Victor Von Fatalis est tout à la fois un homme de science et un homme de magie. Nous le retrouvons dans son château de Latverie, où il mène une mystérieuse expérience par une nuit pluvieuse, semblant attendre un invité. Et cet invité se présente à la porte du château, un autre génie reconnu dans l'ensemble de l'univers pour ses extraordinaires capacités de compréhension intuitive de toutes sortes de problèmes : Rocket Raccoon.
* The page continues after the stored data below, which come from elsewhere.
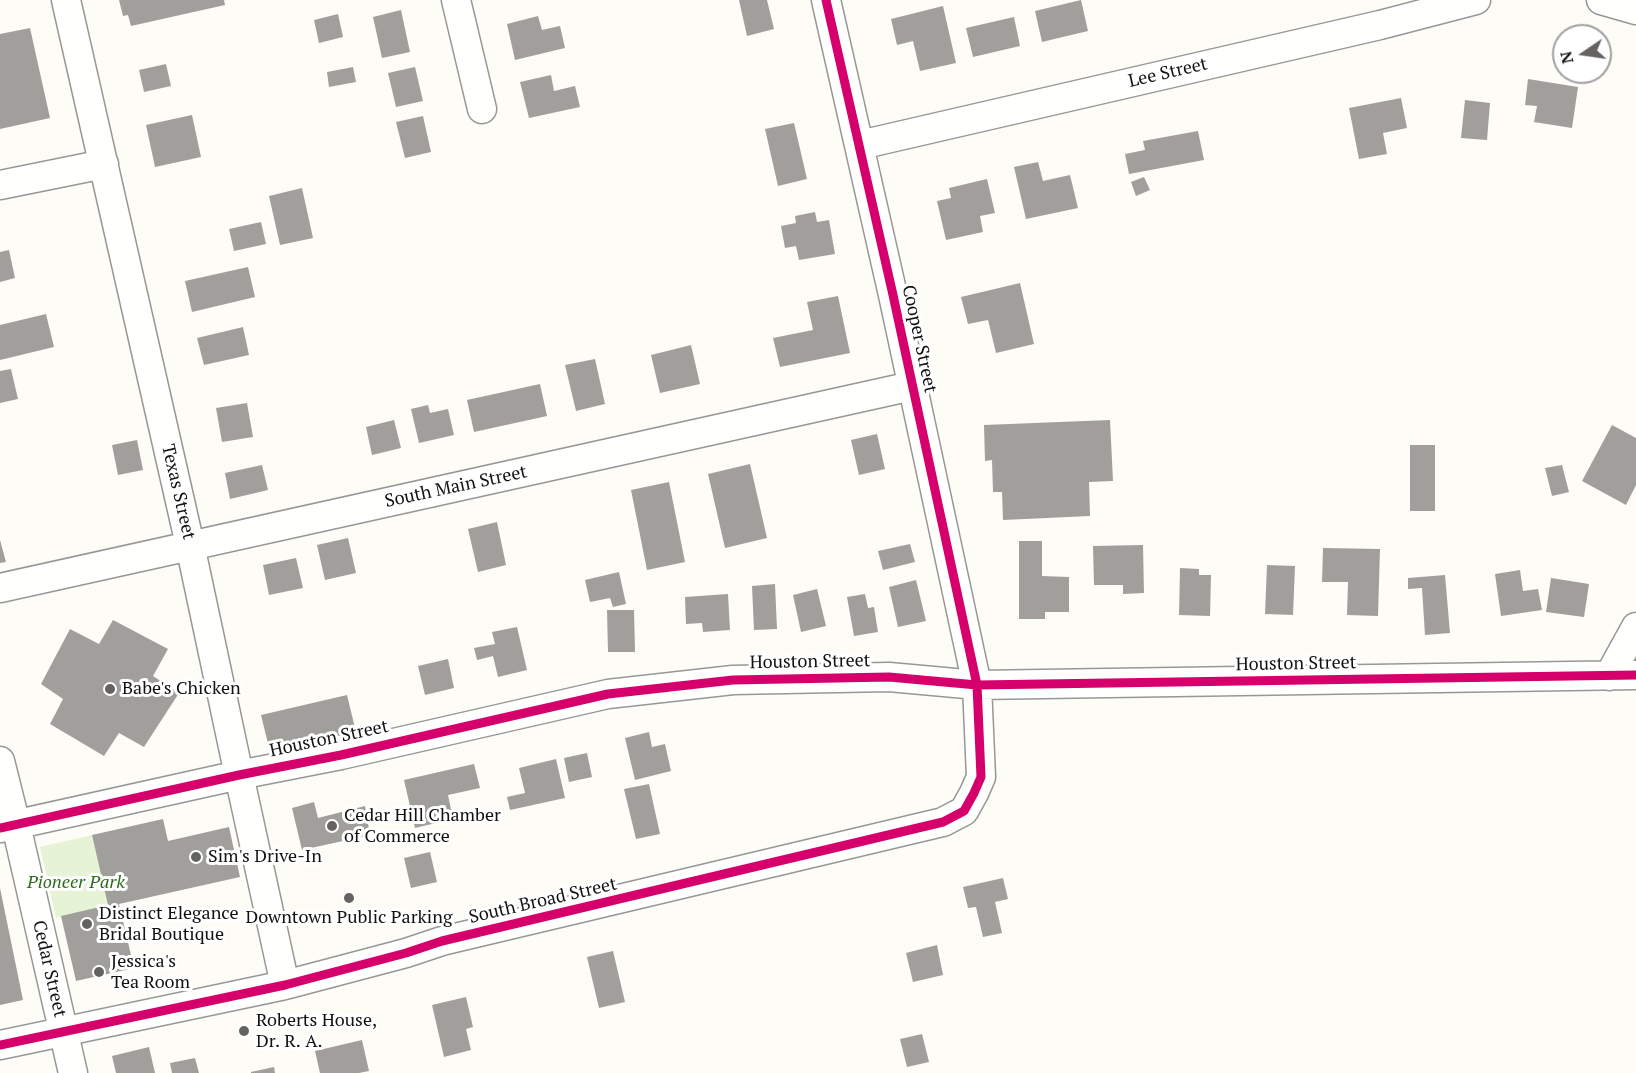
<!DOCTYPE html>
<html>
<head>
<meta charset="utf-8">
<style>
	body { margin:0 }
	#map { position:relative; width:1636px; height:1073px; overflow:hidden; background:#fdfcf7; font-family:"PT Serif",serif }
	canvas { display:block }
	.north { position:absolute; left:1552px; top:24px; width:60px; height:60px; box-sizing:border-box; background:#fff; border:2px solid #a0a0a0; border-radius:50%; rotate:257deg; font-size:16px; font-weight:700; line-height:24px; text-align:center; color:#111 }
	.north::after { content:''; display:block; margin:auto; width:21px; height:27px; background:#646362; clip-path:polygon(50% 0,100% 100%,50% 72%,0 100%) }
</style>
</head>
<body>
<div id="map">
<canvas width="1636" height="1073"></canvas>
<div class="north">N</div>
</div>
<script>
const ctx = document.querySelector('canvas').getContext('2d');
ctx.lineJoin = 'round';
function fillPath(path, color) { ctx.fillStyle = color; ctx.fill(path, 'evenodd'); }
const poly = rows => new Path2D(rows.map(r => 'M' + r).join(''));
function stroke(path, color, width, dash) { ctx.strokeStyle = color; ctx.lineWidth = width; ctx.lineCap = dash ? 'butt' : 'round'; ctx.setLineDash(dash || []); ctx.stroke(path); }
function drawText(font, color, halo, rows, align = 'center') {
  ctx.font = font + ' "PT Serif",serif'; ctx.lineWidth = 6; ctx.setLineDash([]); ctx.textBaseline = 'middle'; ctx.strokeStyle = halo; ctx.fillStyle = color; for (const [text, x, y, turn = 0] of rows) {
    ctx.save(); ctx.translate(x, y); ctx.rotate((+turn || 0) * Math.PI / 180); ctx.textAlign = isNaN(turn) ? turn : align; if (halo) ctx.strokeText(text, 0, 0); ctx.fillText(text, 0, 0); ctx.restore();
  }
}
fillPath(poly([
	[92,835,109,905,56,918,40,847]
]), '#e7f3d7');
fillPath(poly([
	[119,0,224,0,225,5,131,26,128,15,123,16],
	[739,0,767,0,774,29,747,36],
	[1081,0,1088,31,1042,42,1035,11],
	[943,6,956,63,920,71,913,41,897,45,891,19],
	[401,10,410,52,382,58,373,17],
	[338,14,343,37,319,43,314,20],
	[538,16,542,30,560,26,565,48,515,60,507,24],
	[1014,17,1020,46,973,57,966,28],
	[30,28,50,118,0,129,0,34],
	[166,64,171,86,144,92,139,70],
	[353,67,356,82,329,87,327,72],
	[415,67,423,101,396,107,388,73],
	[551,75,554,91,575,86,580,107,529,118,520,82],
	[1528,79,1578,87,1572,128,1534,122,1537,106,1525,105],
	[1401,98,1407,128,1383,133,1387,154,1359,159,1349,108],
	[1465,100,1490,103,1487,140,1461,138],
	[192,115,201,157,155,167,146,125],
	[423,116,431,152,405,158,396,122],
	[794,123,807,179,778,186,765,129],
	[1198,131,1204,160,1129,174,1125,154,1145,150,1143,141],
	[1038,162,1043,181,1070,175,1078,208,1026,219,1014,167],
	[1144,177,1150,190,1136,196,1131,182],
	[987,179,995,213,980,216,983,232,946,240,937,201,951,198,949,188],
	[302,188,313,238,280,245,269,196],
	[815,212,817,222,829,220,835,254,799,260,796,246,785,248,781,226,796,223,795,216],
	[261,222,266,244,234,251,229,229],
	[9,250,15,278,0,282,0,252],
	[248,267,255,297,192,312,185,281],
	[1020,283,1034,344,996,353,988,320,968,324,961,297],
	[838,296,850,353,780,367,773,338,813,330,807,302],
	[46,314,54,347,0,360,0,325],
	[243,327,249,355,204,365,197,338],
	[691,345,700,384,660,393,651,355],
	[595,359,605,404,576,411,565,365],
	[11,369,18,399,0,403,0,371],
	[540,384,547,416,474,432,467,400],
	[247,403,253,437,222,442,216,408],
	[428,405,430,413,448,409,454,435,419,443,411,409],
	[394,420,401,448,372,455,366,427],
	[1110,420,1113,481,1089,482,1090,516,1003,520,1002,492,993,492,992,460,985,461,984,425],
	[1612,425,1636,438,1636,485,1626,505,1582,481],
	[877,434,885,469,859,475,851,440],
	[137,440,143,470,118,475,112,445],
	[1410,445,1435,445,1435,511,1410,511],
	[750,464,767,538,725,548,708,474],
	[262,465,268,490,230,499,225,473],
	[1562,465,1569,492,1552,496,1545,468],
	[669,482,685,562,647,570,631,490],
	[497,522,506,565,478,572,468,529],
	[348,538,356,573,325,580,317,545],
	[0,540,6,562,0,563],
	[1019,541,1042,541,1042,576,1069,577,1069,612,1045,612,1045,619,1019,619],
	[910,544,915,562,883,570,878,551],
	[1143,545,1144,593,1123,594,1123,585,1094,585,1093,546],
	[1323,548,1380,549,1378,616,1347,615,1348,582,1322,582],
	[296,558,303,588,269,595,263,565],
	[1267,565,1295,566,1293,615,1265,614],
	[1180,568,1199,569,1199,575,1211,575,1210,616,1179,615],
	[1520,570,1523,591,1538,589,1542,610,1501,616,1495,574],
	[619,572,626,604,613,607,610,598,590,602,585,580],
	[1445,575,1450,633,1425,635,1422,588,1408,589,1408,578],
	[1551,578,1589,584,1584,617,1546,612],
	[916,580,926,621,898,627,889,587],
	[775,584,777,629,754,630,752,586],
	[817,589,826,626,801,632,793,595],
	[728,594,730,630,703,632,702,623,686,624,685,597],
	[865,594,868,608,874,607,878,632,854,636,847,597],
	[607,610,634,610,635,652,608,652],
	[113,620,168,649,153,676,179,693,144,747,119,733,104,756,50,724,63,699,41,684,70,629,99,644],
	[517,627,527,670,498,677,493,656,477,660,474,648,495,644,492,632],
	[448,659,454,688,425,695,418,666],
	[347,695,356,732,270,752,261,715],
	[649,732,652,747,665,744,671,771,635,780,625,738],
	[587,753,592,777,569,782,564,758],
	[556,759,565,798,510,810,507,797,525,793,519,768],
	[474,764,480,788,448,795,453,819,415,828,404,780],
	[649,784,660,834,636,839,624,789],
	[314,802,318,818,365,806,370,835,302,850,292,808],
	[163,819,168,841,229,827,240,877,119,904,134,968,76,981,61,916,108,905,92,835],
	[430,852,437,882,411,888,404,858],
	[1003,878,1008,899,995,902,1002,933,983,937,976,907,968,908,963,887],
	[0,888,23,1000,0,1005],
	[937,945,943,975,913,982,906,953],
	[613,951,625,1002,599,1008,587,957],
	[466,997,473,1027,466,1029,471,1050,444,1057,432,1005],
	[922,1034,929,1062,907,1067,900,1039],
	[362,1040,369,1071,359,1073,320,1073,315,1051],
	[149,1047,155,1073,116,1073,112,1056],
	[195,1058,199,1073,172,1073,170,1063],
	[274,1067,275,1073,251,1073,251,1072]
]), '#a19f9c');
const minor = poly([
	[66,0,190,545,239,775,285,985],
	[456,0,482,109],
	[1601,0,1636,10],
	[860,145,1380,25,1476,0],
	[0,185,104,164],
	[0,588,912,386],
	[1609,676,1636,627],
	[0,761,16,825,73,1073],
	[0,828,239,775,341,755,608,694,733,680,889,677,977,685,1636,675],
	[0,1045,285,985,406,953,442,941,943,822,964,811,974,793,981,777,977,685,893,295,826,0]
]);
stroke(minor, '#979795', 31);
stroke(minor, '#fffffe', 28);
stroke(poly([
	[0,828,239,775,341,755,608,694,733,680,889,677,977,685,1636,675],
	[0,1045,285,985,406,953,442,941,943,822,964,811,974,793,981,777,977,685,893,295,826,0]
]), '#d6006c', 9);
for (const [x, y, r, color] of [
	[110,689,6,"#646362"],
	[332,826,6,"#646362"],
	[196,857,6,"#646362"],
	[349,898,6,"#646362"],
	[87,924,6,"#646362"],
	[99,972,6,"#646362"],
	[244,1031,6,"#646362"]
]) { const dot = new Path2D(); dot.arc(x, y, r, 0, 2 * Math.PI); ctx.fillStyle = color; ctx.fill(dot); stroke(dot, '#fff', 2); }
drawText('18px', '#111', '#fff', [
	["Lee Street",1168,73,-13],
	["Cooper Street",919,339,78],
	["South Main Street",456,487,-12],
	["Texas Street",178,492,77],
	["Houston Street",810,662,-1],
	["Houston Street",1296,664,-1],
	["Houston Street",329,739,-12],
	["South Broad Street",543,901,-13],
	["Cedar Street",49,969,77]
]);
drawText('18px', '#111', '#fff', [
	["Babe's Chicken",122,689],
	["Cedar Hill Chamber",344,816],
	["of Commerce",344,837],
	["Sim's Drive-In",208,857],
	["Distinct Elegance",99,914],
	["Bridal Boutique",99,935],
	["Downtown Public Parking",349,918,"center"],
	["Jessica's",111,962],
	["Tea Room",111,983],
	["Roberts House,",256,1021],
	["Dr. R. A.",256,1042]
], 'left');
drawText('italic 18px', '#2f6b1f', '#fff', [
	["Pioneer Park",76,883]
]);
</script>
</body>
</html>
Si Fatalis a convié Rocket dans sa demeure, ce n'est pas pour le plaisir de la conversation entre leurs esprits, bien que cela en fasse aussi partie car, au fond, il est bien rare de trouver son presque-égal en ce bas monde. Rocket possède le savoir technique nécessaire pour résoudre la fameuse expérience menée par Fatalis dans son laboratoire, une expérience vraiment très ardue qui lui a déjà coûté plusieurs Fatalibots. Une expérience à faire froid dans le dos... et pour laquelle un petit moment d'explication du contexte sera utile.
Toute sa vie, tout au long de sa sinistre existence, Fatalis a tenté de répondre à une grande question qui l'obsède jour et nuit, constamment à la frontière de son être, de sa conscience... la grande question à laquelle toute science, toute magie tente ultimement d'apporter une réponse un jour ou l'autre : POURQUOI ?
Pas un simple ''pourquoi ceci'' ou ''pourquoi cela'', mais bien le grand, le majestueux et l’inatteignable POURQUOI de l'univers, de l'existence, du Temps et de l'Espace, du grand TOUT qui unit toute chose et tout être. Et pour y répondre enfin définitivement, Fatalis a conçu une machine dérivée de sa plate-forme de voyage temporel et qui devrait, théoriquement, l'amener jusqu'au Big Bang, voire même avant le Big Bang, pour découvrir le pourquoi de la Création.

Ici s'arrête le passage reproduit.